Ruth Gottlieb does not seem to be significantly different from any other octogenarian one might meet—other than her remarkable sharpness of mind. But then she begins to tell her story, one of sorrow upon sorrow. From the loss of nearly all her loved ones to the horrors of the Holocaust, Ruth has seen more suffering in her life than most of us can begin to imagine.

Interviewed at her home in France in 2013, Ruth details her life during and after the rise of Hitler. Born in Berlin in 1925, she was sixteen when her parents were deported to a concentration camp. After a year on the run as part of a resistance group, she and her compatriots were captured in Italy by German soldiers.
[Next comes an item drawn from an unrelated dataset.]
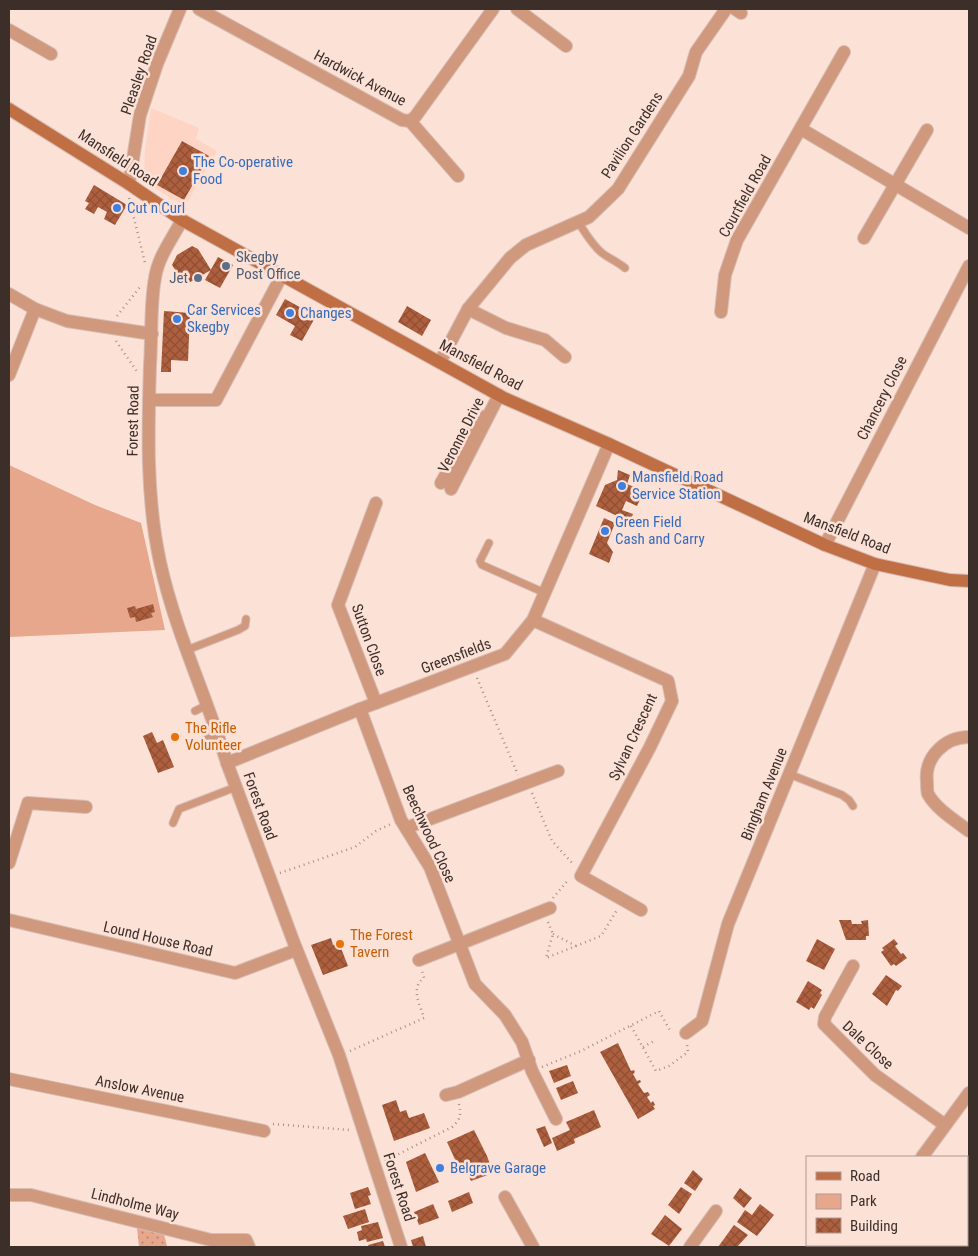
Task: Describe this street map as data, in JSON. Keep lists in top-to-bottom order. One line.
{"streets":{"main road":["Mansfield Road"],"street":["Pleasley Road","Hardwick Avenue","Pavilion Gardens","Courtfield Road","Chancery Close","Forest Road","Sutton Close","Greensfields","Sylvan Crescent","Bingham Avenue","Beechwood Close","Lound House Road","Dale Close","Anslow Avenue","Lindholme Way"]},"crossings":[["Pleasley Road","Mansfield Road"],["Pavilion Gardens","Mansfield Road"],["Mansfield Road","Chancery Close"],["Mansfield Road","Forest Road"],["Mansfield Road","Greensfields"],["Mansfield Road","Bingham Avenue"],["Forest Road","Greensfields"],["Forest Road","Lound House Road"],["Sutton Close","Greensfields"],["Greensfields","Sylvan Crescent"],["Greensfields","Beechwood Close"]],"places":["The Co-operative Food","Cut n Curl","Skegby Post Office","Jet","Changes","Car Services Skegby","Mansfield Road Service Station","Green Field Cash and Carry","The Rifle Volunteer","The Forest Tavern","Belgrave Garage"],"legend":["Road","Park","Building"]}
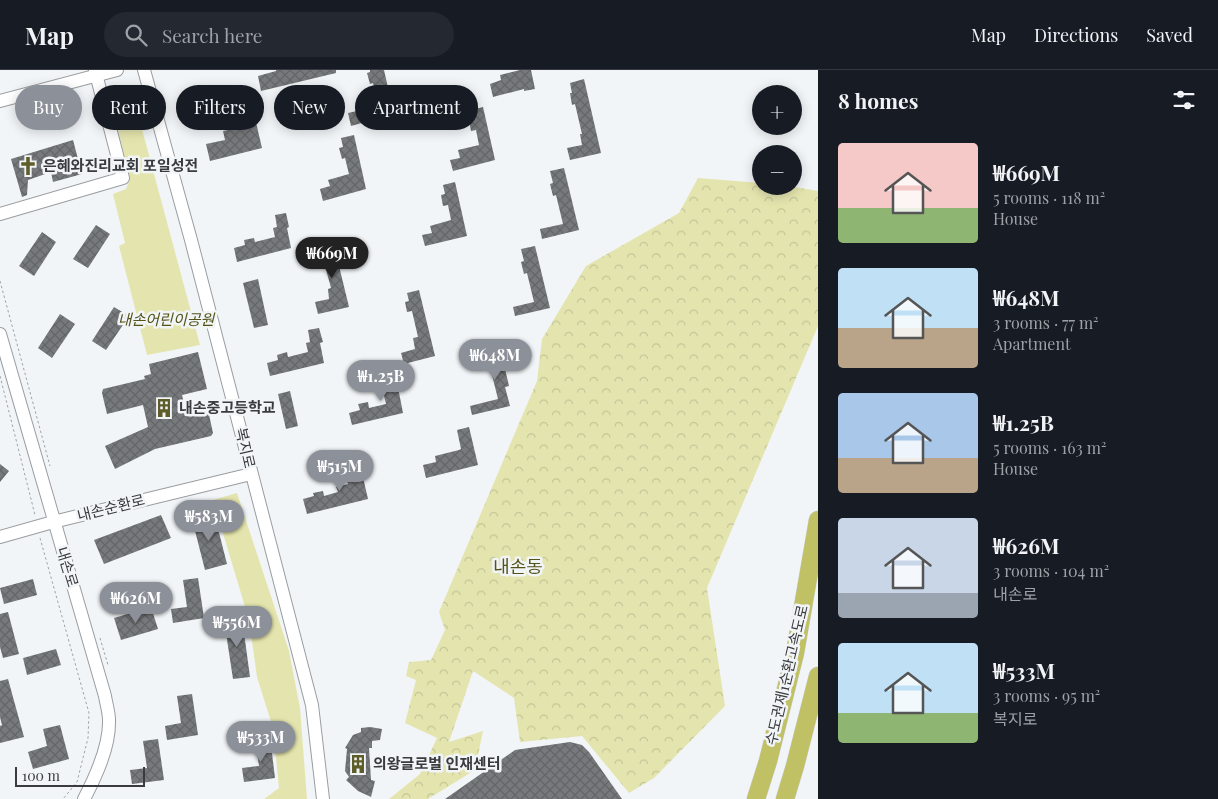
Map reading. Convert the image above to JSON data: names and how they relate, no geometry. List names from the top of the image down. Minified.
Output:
{"streets":{"highway":["수도권제1순환고속도로"],"street":["복지로","내손순환로","내손로"]},"crossings":[["복지로","내손순환로"],["내손순환로","내손로"]],"districts":["내손동"],"parks":["내손어린이공원"],"places":{"church":["은혜와진리교회 포일성전"],"building":["내손중고등학교","의왕글로벌 인재센터"]},"scale_bar":"100 m","page":{"header":"Map","search":"Search here","nav":["Map","Directions","Saved"],"heading":"8 homes","map_buttons":["+","−"],"chip":["Buy","Rent","Filters","New","Apartment"],"list":[{"name":"₩669M","note":"5 rooms · 118 m² · House"},{"name":"₩648M","note":"3 rooms · 77 m² · Apartment"},{"name":"₩1.25B","note":"5 rooms · 163 m² · House"},{"name":"₩626M","note":"3 rooms · 104 m² · 내손로"},{"name":"₩533M","note":"3 rooms · 95 m² · 복지로"}],"price":["₩669M","₩648M","₩1.25B","₩515M","₩583M","₩626M","₩556M","₩533M"],"scale":"100 m"}}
Among those seized was Ruth's husband, Aaron Gottlieb, to whom she had been married for only eleven months. Aaron was executed immediately, while Ruth was deported to Auschwitz-Birkenau, where she remained for many months, ill and starving, until the camp was liberated. As she relates these incidents, Ruth's tone is noticeably matter-of-fact and her demeanor, detached. Clearly, these memories are too painful to engage on an emotional level.
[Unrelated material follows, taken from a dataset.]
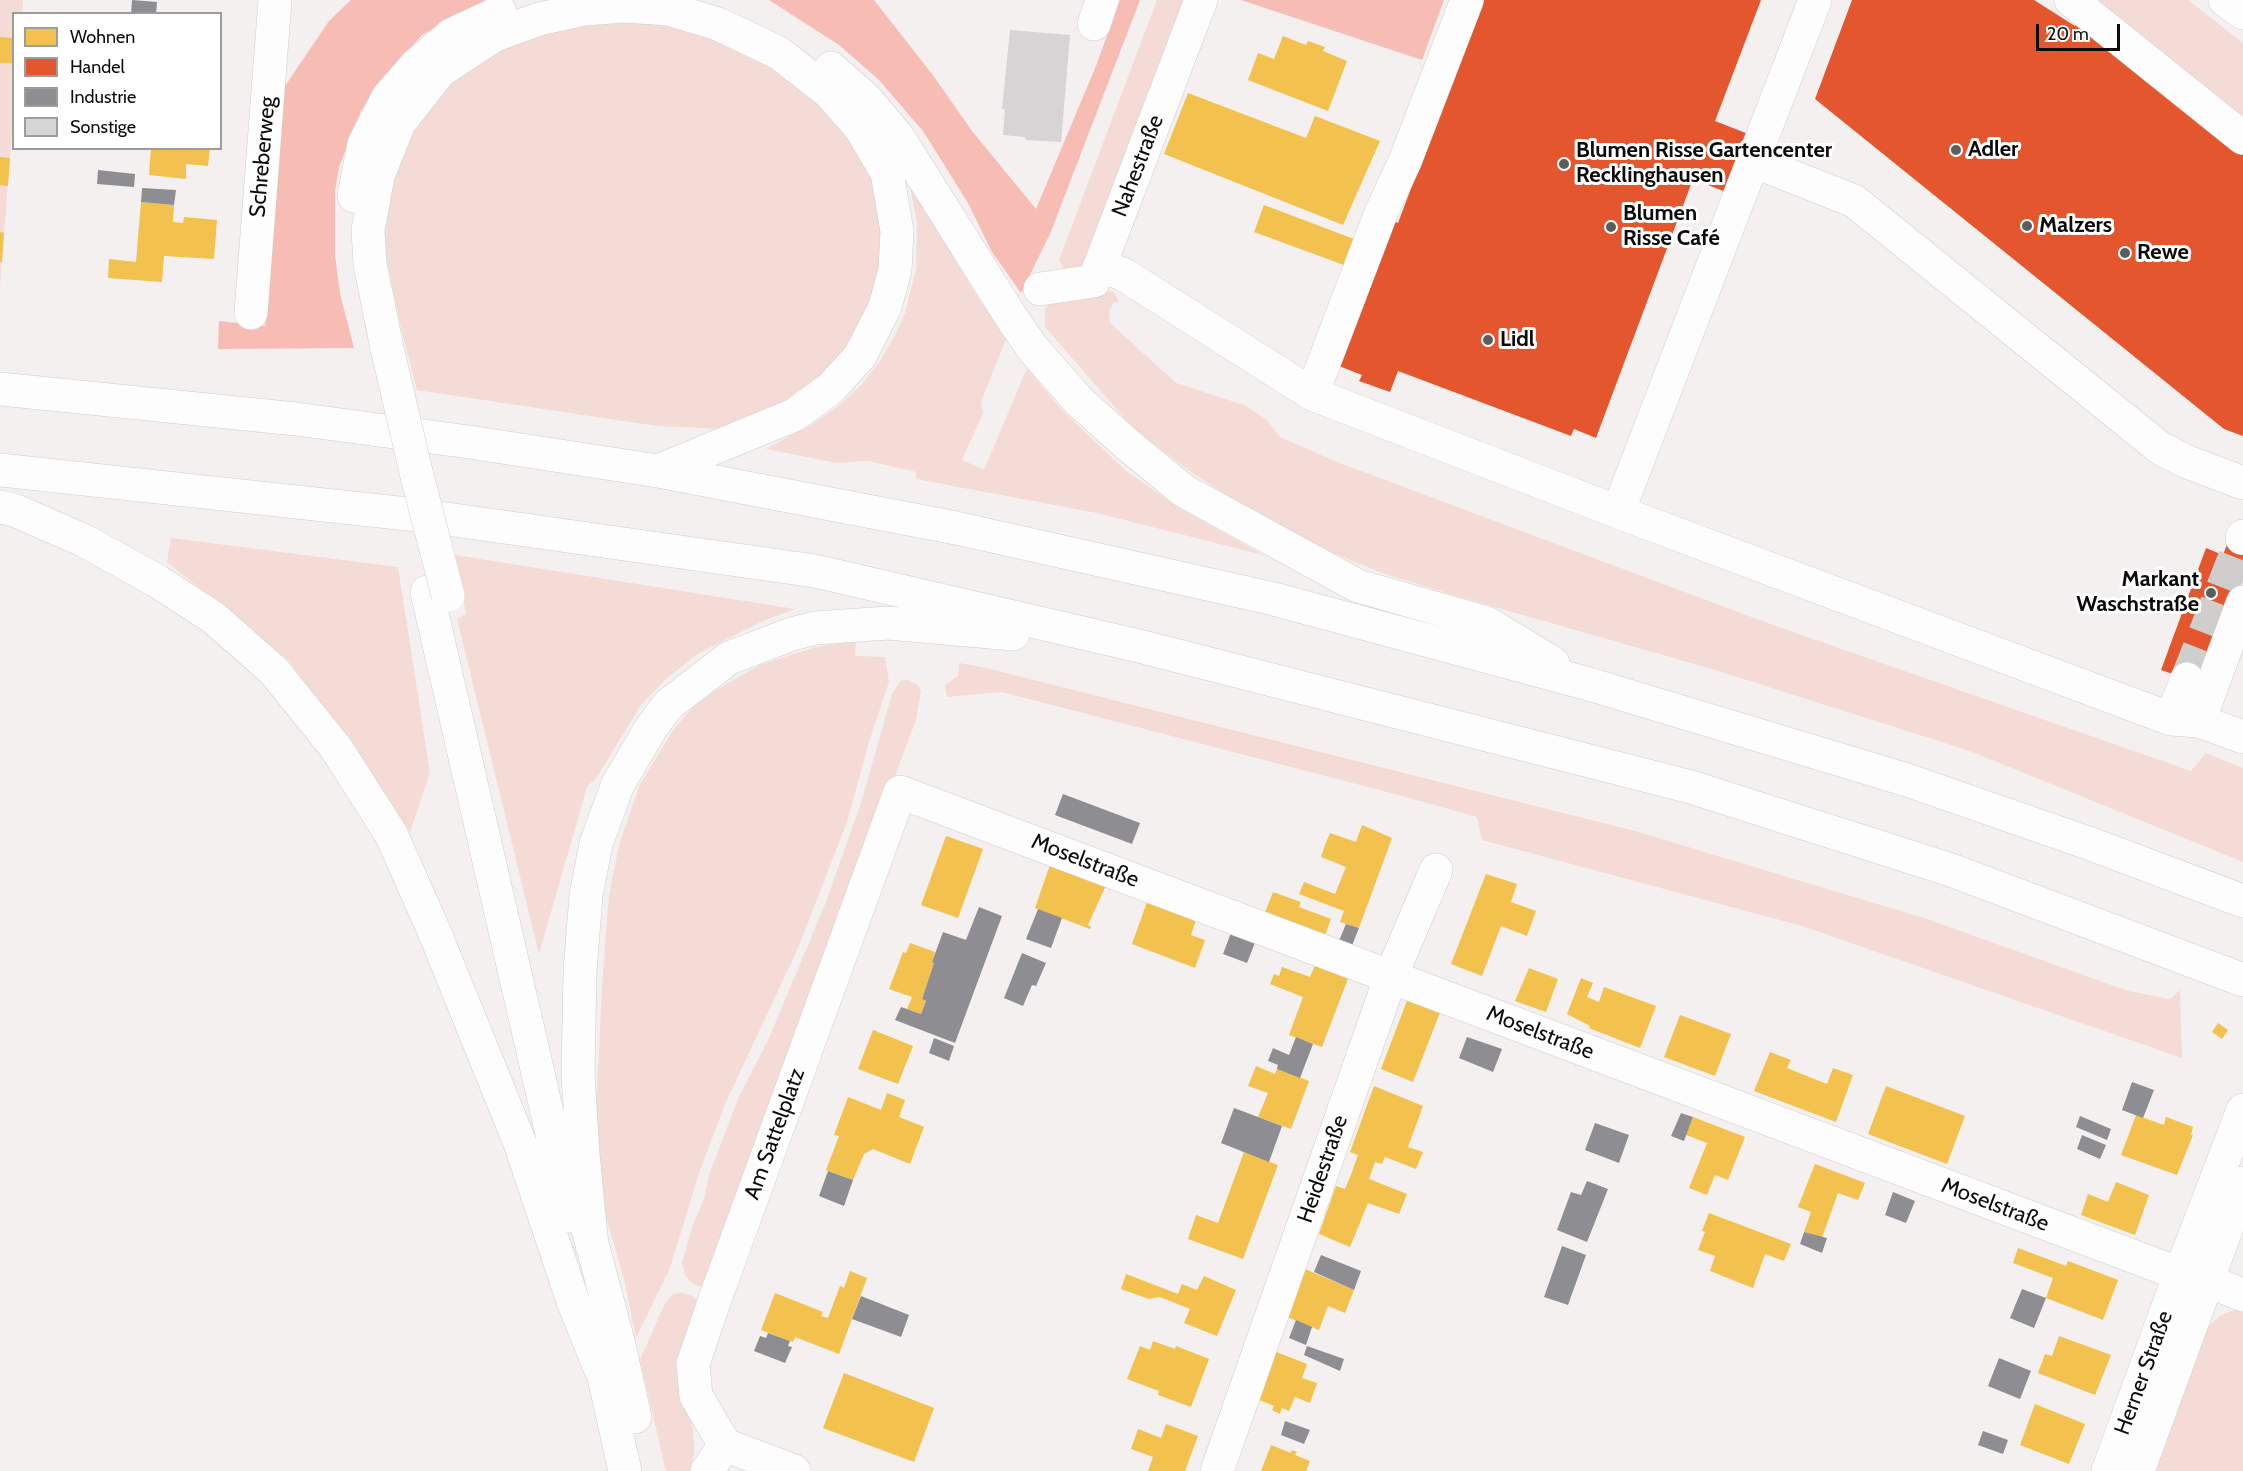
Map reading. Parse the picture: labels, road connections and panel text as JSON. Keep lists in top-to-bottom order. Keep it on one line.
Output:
{"streets":{"main road":["Schreberweg","Nahestraße","Moselstraße","Am Sattelplatz","Heidestraße","Herner Straße"]},"crossings":[["Moselstraße","Am Sattelplatz"],["Moselstraße","Heidestraße"],["Moselstraße","Herner Straße"]],"places":["Adler","Blumen Risse Gartencenter Recklinghausen","Malzers","Blumen Risse Café","Rewe","Lidl","Markant Waschstraße"],"legend":["Wohnen","Handel","Industrie","Sonstige"],"scale_bar":"20 m"}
Ruth goes on to describe her life after the war. She moved to Paris and fell in love with a Sephardic man; they were planning a future together when he suddenly died of an embolism. Later, in Israel, she married Paul Sandelbaum. They had a happy life until Ruth's older daughter Myriam died unexpectedly. A few months later, due in part to the shock of Myriam's death, Paul also died.

By this time in the interview, Ruth's tone is no longer detached or distant. Her grief is apparent in the way she averts her eyes as she speaks, in the long silences as she remembers the loss of so many whom she loved.

Yet Ruth's story is about more than pain; it's about hope.

In the final part of the film, Ruth recounts how she and her remaining daughter, Judith, embarked on a search for truth. Moving to France, they explored everything from crystal-gazing to hypnosis to Buddhism, each looking for something to fill the void in their souls.

One day, as Ruth was walking along a seaside promenade near her home, she overheard some friends speaking about religion. One of these friends, a Christian, invited Ruth into the conversation and told her about Jesus. Ruth, still fully engaged in her search for truth, was intrigued.

Over the coming months, as she continued to converse with her friend and to read the Bible (including the New Testament), she came to realize that she had found the truth she had been searching for. She learned that it was possible for her to make a commitment to Jesus and yet remain fully Jewish.

Though suffering had been the hallmark of the first sixty years of Ruth's life, when she speaks about Jesus, there is no trace of regret. Her eyes light up and her voice is strong and confident, full of gratitude. To see that even after a life filled with the most anguishing sorrows, God can restore joy and peace through relationship with himself—this is nothing short of a miracle. Ruth's story is certain to be an encouragement to all who hear it. For those who wish to share the good news of Jesus with others in their life, particularly those who object to faith on the basis of the suffering in the world, this film might be a good starting point for conversation. After all, if Ruth Gottlieb can believe in God's love and redemption, then perhaps even the most hardened among us can find faith.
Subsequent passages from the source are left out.